I prefer a different method to this as, to me, it seems to make the status effects equally useless if they do less damage on a boss than they would on a normal enemy. The entire point of most status effects is to be used on enemies that are going to be around for more than 3 turns. If you have a separate but weaker status effect for bosses, then you're basically telling the players not to bother with the status effect on them at all (unless it's something like debuffing a stat or casting silence/reflect).
I've taken a MUCH different approach. My bosses have status RESISTANCES. There are a few that have absolute immunities, but mostly, it's resistances. I know, that seems cliché, but here's basically what I did:
Basic status effects have something from 45% to 55% chance of working against a normal enemy without any kind of weaknesses or resistances. Since my status effects can be "leveled up" over time and as the player progresses, I'm leaving the strategy up to individual tastes. What this does is... It allows you to decide if you want to take out bosses or other enemies with status effects instead of brute force. So, one of the upgrades on another of my status effects might get a boost of 25% to 30% boost in chance of working. If a boss has a resistance to that particular effect (let's say he's got a 50% resistance to it), then with that boost, you've got a much higher chance of getting that effect on the boss. On top of which, my status effects can have their duration lengthened (everything lasts a set amount of turns to avoid fights where getting the effect off once is basically a win as long as you can spam "heal party") or their effects improved. Sometimes those effects debuff the enemy in certain ways.
The real problem with implementing status effects of ANY KIND is the old psychological pain of "is this worth it?". In short, it has to be worth it to a player to spend/waste the turn casting the status effect on the enemy/boss in order to promote the players using it. It's the same issue you run into when you've got bosses completely immune to all status effects. Players naturally relegate those moves to the "useless" bin and never use them in the entirety of your game. If you're making these status effects WEAKER on bosses, you're promoting the same thing with the delusion that you're fixing the issue. If you are going to have two different effects of the same status ailment, then both effects NEED to be worth inflicting, no matter who they are inflicted upon.
Now tell me, if a normal creature has 100Hp and you inflict "Poison" on them so that their health drops by 10% each turn... But you have a boss monster with 2000 HP and that same Poison only drops health by 5% each turn... Do you really think the player would find it worth it to cast? I don't. Especially if I can just cast a magic spell that would hit for anywhere from 6% to %8 damage each turn on that enemy. You've essentially relegated the status effect to "worthlessness" at that point. Especially when you consider that most players wouldn't want to wait around 10 turns to kill a basic enemy and would wipe it out in one or two, and if the status effect isn't useful against a boss (as in, you do more damage in other ways without wasting a turn), there's no real reason to cast it.

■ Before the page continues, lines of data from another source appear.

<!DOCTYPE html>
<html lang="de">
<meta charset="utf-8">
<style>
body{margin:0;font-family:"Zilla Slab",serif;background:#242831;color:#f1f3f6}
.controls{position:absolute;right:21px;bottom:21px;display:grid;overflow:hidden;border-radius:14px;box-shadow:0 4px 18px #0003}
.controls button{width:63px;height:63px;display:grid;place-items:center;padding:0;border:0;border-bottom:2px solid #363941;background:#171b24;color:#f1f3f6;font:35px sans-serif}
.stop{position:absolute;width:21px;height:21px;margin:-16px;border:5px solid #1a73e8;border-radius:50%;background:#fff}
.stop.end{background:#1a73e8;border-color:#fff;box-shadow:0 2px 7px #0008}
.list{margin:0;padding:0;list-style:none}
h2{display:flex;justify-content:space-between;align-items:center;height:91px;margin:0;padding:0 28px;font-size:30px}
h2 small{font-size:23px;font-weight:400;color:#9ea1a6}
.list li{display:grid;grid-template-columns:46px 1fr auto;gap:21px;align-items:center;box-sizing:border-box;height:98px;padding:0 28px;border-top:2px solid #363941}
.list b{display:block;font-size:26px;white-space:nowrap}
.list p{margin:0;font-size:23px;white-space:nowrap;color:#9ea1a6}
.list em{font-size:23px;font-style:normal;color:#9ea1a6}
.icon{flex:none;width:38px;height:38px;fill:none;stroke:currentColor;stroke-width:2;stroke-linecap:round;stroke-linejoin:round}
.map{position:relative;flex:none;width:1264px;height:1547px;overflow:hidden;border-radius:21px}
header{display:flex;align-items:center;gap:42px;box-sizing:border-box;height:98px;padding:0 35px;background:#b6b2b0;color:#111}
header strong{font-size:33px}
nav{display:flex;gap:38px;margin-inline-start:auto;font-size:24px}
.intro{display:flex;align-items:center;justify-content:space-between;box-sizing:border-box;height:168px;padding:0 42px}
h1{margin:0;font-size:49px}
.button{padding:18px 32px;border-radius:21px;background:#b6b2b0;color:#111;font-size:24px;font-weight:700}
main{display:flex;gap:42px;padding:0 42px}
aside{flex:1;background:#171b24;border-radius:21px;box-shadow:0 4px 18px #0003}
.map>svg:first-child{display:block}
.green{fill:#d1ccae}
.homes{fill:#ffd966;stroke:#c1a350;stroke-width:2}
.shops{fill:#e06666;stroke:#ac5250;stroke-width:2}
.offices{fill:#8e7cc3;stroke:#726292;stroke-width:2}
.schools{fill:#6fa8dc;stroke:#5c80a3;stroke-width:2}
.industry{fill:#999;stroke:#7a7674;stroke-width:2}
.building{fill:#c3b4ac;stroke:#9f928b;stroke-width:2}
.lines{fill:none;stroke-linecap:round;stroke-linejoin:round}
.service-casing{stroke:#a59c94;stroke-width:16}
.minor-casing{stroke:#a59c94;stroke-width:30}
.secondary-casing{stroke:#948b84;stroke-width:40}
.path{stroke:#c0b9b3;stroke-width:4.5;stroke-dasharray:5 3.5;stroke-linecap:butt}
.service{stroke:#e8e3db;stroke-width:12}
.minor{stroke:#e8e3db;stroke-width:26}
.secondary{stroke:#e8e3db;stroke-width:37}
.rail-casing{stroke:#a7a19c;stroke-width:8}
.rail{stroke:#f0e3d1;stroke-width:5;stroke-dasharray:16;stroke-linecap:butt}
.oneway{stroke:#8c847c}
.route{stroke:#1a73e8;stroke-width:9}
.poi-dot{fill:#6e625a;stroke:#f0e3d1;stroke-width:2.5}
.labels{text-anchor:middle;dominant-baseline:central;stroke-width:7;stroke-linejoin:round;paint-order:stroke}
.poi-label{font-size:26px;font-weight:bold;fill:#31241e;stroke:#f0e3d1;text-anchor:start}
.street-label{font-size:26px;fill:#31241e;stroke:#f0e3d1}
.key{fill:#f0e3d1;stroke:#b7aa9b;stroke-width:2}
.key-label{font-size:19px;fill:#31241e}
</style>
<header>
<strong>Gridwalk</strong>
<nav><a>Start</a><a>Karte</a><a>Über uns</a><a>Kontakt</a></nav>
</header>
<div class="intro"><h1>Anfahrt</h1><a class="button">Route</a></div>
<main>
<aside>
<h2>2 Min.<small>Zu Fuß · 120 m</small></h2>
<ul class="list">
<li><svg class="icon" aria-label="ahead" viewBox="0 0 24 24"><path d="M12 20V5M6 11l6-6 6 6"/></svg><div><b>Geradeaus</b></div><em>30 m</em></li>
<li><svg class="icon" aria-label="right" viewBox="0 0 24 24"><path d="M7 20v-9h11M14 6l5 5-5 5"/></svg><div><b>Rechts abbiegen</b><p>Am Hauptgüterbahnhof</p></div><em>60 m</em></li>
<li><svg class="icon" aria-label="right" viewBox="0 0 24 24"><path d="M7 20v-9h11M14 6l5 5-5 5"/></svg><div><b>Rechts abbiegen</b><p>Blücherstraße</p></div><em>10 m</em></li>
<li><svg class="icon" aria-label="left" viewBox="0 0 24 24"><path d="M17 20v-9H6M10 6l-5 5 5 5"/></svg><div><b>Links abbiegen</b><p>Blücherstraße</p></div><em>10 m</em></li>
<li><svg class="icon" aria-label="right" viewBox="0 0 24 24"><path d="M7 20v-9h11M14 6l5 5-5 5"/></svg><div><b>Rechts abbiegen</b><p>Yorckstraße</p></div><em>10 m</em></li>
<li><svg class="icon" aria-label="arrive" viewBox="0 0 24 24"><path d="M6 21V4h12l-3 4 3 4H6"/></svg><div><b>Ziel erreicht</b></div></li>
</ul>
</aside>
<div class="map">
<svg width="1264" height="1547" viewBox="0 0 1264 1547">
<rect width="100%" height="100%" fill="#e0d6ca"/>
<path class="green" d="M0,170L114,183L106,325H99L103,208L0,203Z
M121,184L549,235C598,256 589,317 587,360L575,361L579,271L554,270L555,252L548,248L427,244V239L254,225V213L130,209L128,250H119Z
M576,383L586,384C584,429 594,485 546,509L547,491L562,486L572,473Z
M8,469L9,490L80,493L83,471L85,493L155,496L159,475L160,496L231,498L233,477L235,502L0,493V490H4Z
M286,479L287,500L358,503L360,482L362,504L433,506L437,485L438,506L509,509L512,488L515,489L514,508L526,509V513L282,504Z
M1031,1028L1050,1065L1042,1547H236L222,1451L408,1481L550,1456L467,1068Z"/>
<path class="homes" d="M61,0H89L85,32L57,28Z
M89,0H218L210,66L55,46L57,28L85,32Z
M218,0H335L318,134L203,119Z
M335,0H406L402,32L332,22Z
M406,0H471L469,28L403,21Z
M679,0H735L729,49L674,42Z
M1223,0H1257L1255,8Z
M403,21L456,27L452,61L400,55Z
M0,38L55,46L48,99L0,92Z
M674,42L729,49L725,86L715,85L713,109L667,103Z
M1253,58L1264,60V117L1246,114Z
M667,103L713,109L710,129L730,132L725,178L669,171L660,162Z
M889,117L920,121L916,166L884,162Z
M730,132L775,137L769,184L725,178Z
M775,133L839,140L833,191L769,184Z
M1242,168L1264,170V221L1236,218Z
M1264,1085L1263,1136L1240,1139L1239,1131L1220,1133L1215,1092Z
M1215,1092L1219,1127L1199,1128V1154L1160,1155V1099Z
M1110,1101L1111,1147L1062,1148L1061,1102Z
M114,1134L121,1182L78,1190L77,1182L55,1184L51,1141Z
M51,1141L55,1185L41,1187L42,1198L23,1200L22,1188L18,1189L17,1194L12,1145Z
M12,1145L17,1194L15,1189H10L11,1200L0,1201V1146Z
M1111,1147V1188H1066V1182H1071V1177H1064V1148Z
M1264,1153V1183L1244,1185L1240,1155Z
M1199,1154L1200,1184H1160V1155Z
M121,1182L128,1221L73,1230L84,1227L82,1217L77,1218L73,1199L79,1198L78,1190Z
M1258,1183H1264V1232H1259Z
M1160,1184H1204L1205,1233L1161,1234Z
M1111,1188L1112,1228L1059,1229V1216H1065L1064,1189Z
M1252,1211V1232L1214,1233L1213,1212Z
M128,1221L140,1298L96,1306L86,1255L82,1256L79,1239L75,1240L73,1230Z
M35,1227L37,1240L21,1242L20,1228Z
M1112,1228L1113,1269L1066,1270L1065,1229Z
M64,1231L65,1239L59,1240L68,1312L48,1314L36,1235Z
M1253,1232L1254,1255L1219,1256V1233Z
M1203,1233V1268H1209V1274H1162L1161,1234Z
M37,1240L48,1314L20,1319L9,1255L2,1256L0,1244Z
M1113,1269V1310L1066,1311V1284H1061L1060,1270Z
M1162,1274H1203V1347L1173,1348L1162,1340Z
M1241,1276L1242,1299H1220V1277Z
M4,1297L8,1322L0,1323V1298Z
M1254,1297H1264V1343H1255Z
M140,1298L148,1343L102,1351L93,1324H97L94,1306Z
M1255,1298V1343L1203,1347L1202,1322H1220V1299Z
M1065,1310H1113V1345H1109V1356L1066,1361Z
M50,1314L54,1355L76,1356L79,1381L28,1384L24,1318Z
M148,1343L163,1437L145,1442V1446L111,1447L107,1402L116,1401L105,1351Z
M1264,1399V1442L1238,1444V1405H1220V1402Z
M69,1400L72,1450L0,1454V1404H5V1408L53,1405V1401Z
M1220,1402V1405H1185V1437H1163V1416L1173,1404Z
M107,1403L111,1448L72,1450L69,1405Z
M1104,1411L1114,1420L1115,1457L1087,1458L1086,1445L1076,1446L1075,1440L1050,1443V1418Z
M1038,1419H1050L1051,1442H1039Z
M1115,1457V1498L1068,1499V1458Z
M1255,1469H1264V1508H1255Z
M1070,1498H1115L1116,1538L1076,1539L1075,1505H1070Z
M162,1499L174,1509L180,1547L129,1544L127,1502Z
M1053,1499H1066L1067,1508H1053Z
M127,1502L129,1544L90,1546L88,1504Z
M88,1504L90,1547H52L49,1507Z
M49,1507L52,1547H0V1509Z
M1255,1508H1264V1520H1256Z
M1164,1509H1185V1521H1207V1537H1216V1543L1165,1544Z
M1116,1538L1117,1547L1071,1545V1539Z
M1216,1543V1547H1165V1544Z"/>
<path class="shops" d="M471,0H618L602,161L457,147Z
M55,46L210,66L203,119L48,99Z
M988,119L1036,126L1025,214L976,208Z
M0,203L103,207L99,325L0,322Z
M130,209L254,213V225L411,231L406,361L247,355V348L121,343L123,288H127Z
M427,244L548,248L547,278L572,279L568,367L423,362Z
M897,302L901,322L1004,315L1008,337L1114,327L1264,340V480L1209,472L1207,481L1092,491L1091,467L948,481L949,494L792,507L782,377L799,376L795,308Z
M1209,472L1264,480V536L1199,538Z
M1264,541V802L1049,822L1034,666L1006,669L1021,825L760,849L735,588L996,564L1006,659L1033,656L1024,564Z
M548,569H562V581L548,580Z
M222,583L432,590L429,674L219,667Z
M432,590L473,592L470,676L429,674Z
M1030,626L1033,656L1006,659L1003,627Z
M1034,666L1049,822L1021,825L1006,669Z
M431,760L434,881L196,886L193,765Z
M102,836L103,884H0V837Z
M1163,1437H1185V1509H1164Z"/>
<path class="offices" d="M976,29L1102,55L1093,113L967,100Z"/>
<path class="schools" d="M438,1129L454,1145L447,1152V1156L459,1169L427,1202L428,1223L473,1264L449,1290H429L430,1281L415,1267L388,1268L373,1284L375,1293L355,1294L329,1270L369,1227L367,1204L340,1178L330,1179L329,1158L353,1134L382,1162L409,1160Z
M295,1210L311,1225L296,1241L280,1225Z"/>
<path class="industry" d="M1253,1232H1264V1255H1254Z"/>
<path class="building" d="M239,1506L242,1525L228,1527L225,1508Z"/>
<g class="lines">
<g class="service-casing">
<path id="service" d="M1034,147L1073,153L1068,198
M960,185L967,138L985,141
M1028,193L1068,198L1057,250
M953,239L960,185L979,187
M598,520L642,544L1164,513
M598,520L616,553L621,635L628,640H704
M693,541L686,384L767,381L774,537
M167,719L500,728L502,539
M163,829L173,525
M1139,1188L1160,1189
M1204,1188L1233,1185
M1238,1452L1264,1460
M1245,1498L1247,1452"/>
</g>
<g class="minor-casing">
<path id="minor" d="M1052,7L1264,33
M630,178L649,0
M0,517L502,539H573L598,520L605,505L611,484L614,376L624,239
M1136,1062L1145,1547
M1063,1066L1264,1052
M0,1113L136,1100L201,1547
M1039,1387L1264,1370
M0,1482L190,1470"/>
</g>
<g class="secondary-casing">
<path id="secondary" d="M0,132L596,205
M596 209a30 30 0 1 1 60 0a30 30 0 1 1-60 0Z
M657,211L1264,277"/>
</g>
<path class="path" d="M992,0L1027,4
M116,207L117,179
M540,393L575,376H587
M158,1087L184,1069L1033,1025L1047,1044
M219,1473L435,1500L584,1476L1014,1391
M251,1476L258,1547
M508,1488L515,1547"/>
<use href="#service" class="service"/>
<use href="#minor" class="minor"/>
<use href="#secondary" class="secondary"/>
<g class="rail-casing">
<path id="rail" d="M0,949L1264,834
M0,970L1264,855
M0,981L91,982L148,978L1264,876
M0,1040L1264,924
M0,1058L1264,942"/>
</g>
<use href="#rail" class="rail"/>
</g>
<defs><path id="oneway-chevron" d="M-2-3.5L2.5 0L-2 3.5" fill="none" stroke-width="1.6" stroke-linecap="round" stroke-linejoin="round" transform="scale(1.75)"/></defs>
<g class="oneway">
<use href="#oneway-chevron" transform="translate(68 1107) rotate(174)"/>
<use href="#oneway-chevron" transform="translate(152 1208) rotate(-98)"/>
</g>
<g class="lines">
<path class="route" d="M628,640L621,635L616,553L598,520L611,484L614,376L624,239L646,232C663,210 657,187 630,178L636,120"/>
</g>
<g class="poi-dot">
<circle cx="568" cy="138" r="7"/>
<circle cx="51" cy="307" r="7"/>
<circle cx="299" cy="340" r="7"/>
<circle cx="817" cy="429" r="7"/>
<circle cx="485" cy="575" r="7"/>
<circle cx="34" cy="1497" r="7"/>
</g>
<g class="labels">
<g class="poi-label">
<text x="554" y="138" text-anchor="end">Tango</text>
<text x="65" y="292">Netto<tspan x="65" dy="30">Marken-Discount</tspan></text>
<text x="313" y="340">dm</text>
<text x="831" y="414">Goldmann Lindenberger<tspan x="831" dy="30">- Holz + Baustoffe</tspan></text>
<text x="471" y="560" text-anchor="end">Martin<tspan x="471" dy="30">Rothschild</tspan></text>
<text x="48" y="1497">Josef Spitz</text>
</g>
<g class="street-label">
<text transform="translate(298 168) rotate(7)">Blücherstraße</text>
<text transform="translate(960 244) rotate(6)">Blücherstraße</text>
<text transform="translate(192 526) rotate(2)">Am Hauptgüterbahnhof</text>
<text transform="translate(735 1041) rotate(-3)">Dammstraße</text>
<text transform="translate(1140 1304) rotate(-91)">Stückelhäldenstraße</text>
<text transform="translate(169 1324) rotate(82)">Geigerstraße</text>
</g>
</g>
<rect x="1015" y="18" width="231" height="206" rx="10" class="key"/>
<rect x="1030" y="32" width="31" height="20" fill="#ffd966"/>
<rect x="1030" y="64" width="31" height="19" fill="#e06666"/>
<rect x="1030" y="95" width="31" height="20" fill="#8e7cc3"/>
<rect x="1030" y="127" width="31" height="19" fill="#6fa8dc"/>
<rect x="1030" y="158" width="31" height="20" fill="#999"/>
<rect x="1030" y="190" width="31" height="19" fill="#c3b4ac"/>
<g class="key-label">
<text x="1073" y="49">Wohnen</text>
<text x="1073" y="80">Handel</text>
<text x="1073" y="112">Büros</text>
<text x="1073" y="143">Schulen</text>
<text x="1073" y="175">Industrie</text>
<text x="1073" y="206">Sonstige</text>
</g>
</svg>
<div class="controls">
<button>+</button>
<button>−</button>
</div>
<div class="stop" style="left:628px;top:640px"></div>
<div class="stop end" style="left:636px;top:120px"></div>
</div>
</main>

My own personal preference is one in which you have no "status effect" solo spells. I prefer it always paired with something. I don't like, "I cast Poison" and then people are poisoned. I like "I cast Spider Vine!" and the spell that does damage for being a spell has a chance to inflict Poison upon the target. That way, if it inflicts the status on the enemy, it's a bonus to casting the spell, and I don't have to worry about wasting a turn trying to inflict a status ailment.